→ Your task
Locate all lines in the data below that hold "JSON" and show them.

Source data
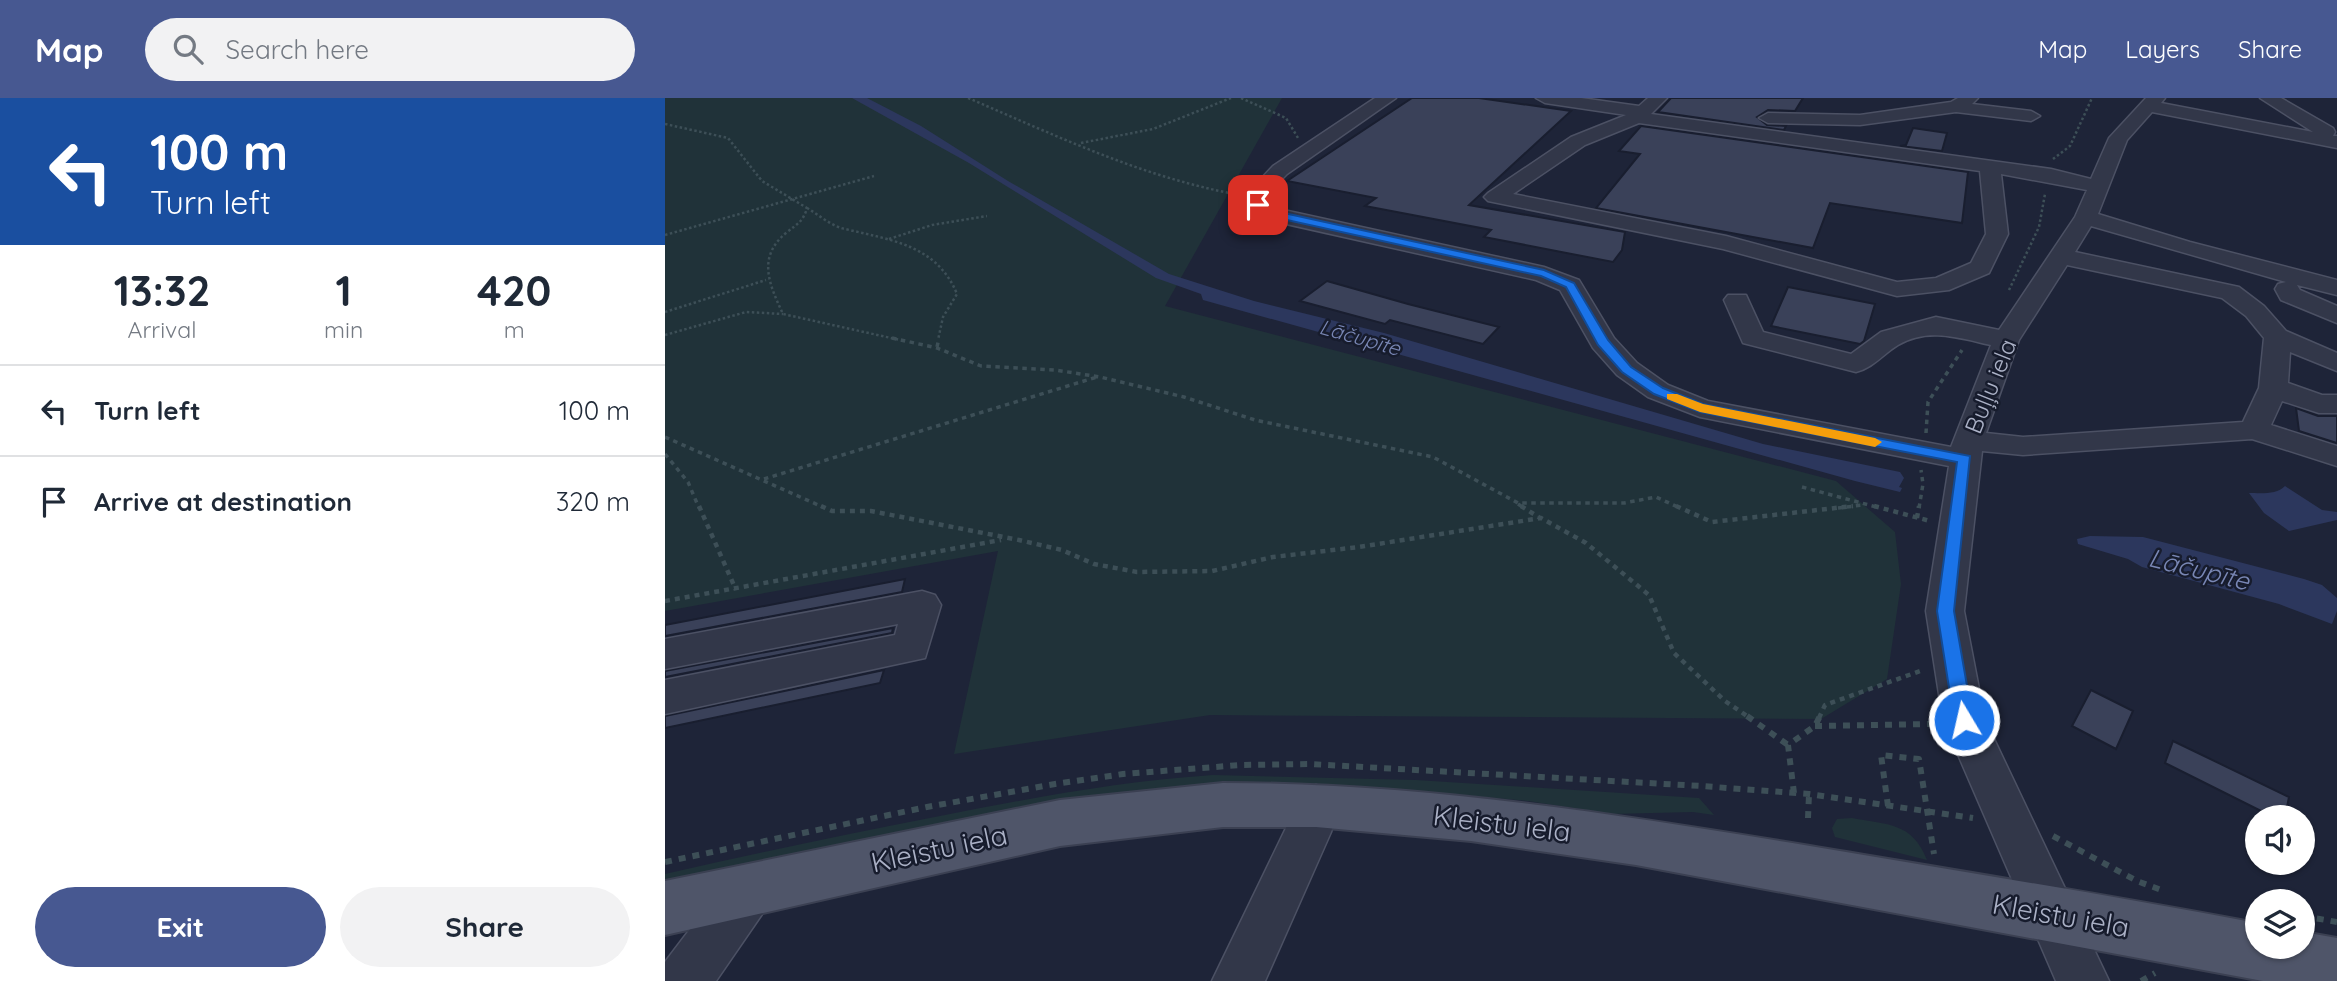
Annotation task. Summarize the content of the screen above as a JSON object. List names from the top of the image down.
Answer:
{
  "streets": {
    "main road": ["Kleistu iela"],
    "street": ["Buļļu iela"]
  },
  "crossings": [
    ["Buļļu iela", "Kleistu iela"]
  ],
  "water": ["Lāčupīte"],
  "page": {
    "header": "Map",
    "search": "Search here",
    "nav": ["Map", "Layers", "Share"],
    "turn": ["100 m", "Turn left"],
    "eta": [
      "13:32",
      "Arrival",
      "1",
      "min",
      "420",
      "m"
    ],
    "list": [
      {
        "name": "Turn left",
        "value": "100 m"
      },
      {
        "name": "Arrive at destination",
        "value": "320 m"
      }
    ],
    "buttons": ["Exit", "Share"]
  }
}
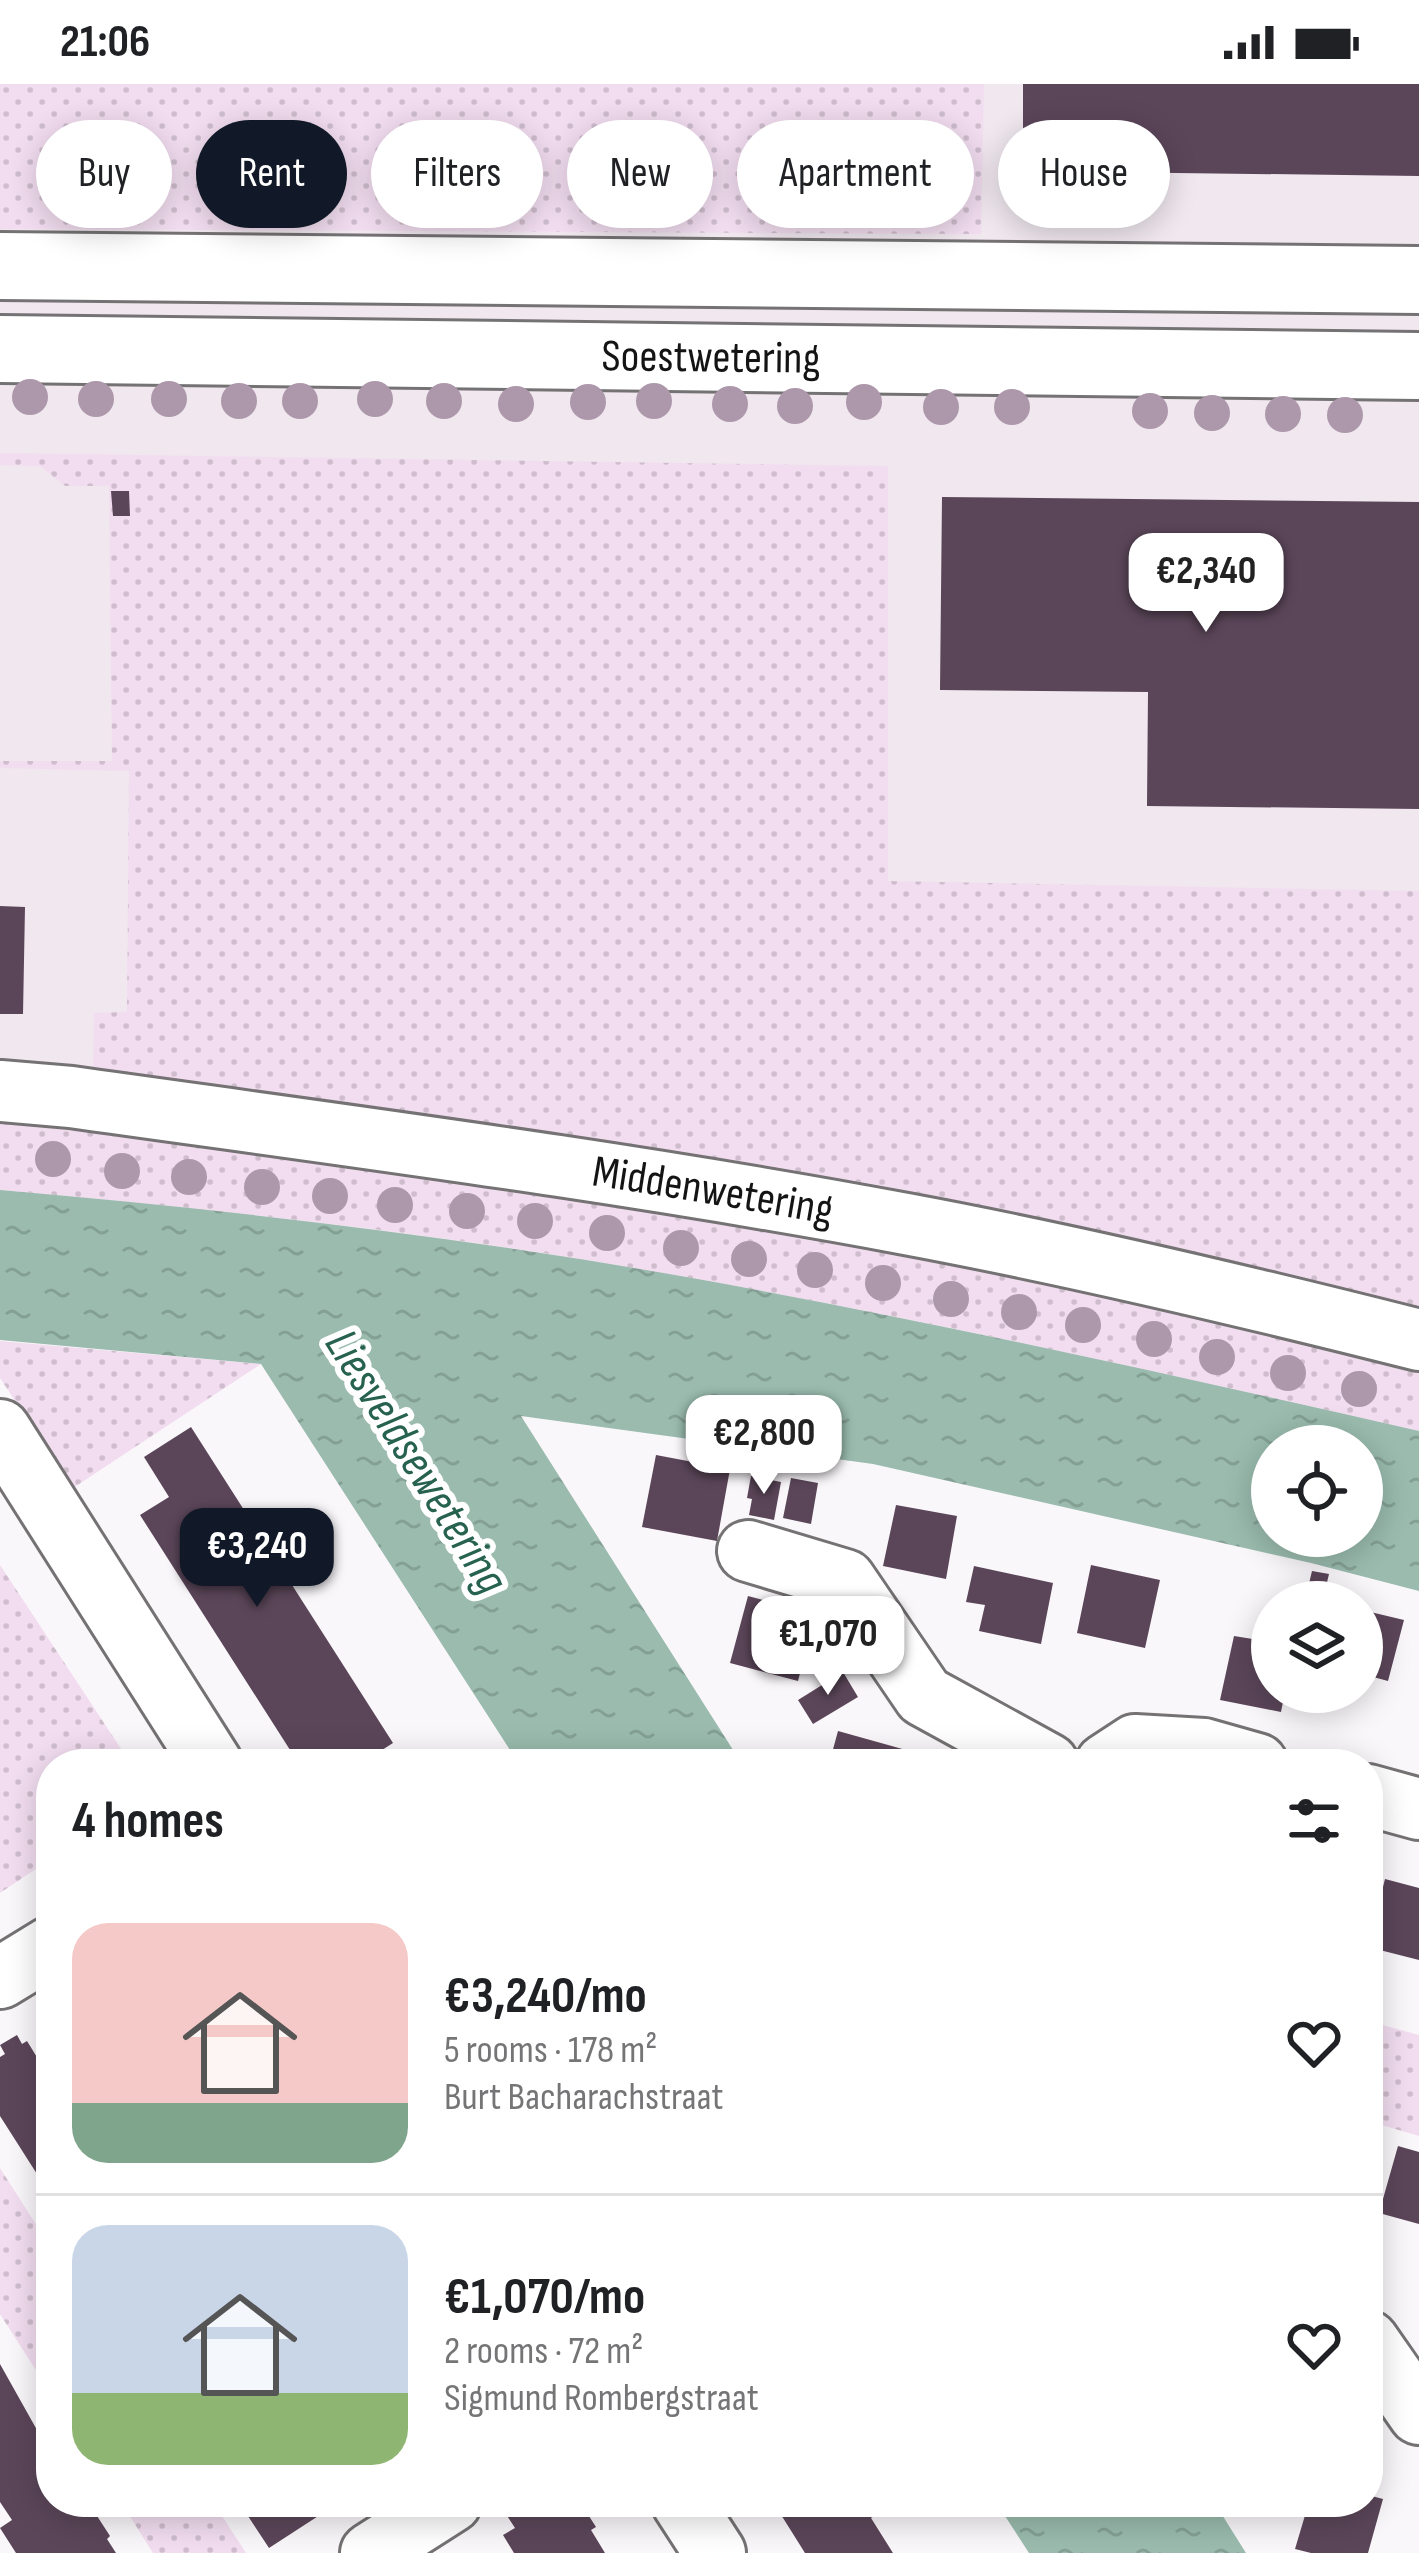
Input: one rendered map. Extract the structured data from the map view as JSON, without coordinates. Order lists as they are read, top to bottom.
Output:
{
  "streets": {
    "main road": ["Soestwetering"],
    "street": ["Middenwetering"]
  },
  "water": ["Liesveldsewetering"],
  "page": {
    "status": "21:06",
    "chip": [
      "Buy",
      "Rent",
      "Filters",
      "New",
      "Apartment",
      "House"
    ],
    "price": [
      "€2,340",
      "€2,800",
      "€3,240",
      "€1,070"
    ],
    "heading": "4 homes",
    "list": [
      {
        "name": "€3,240/mo",
        "note": "5 rooms · 178 m² · Burt Bacharachstraat"
      },
      {
        "name": "€1,070/mo",
        "note": "2 rooms · 72 m² · Sigmund Rombergstraat"
      }
    ]
  }
}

→ Task solution
Annotation task. Summarize the content of the screen above as a JSON object. List names from the top of the image down.
Input: one rendered map. Extract the structured data from the map view as JSON, without coordinates. Order lists as they are read, top to bottom.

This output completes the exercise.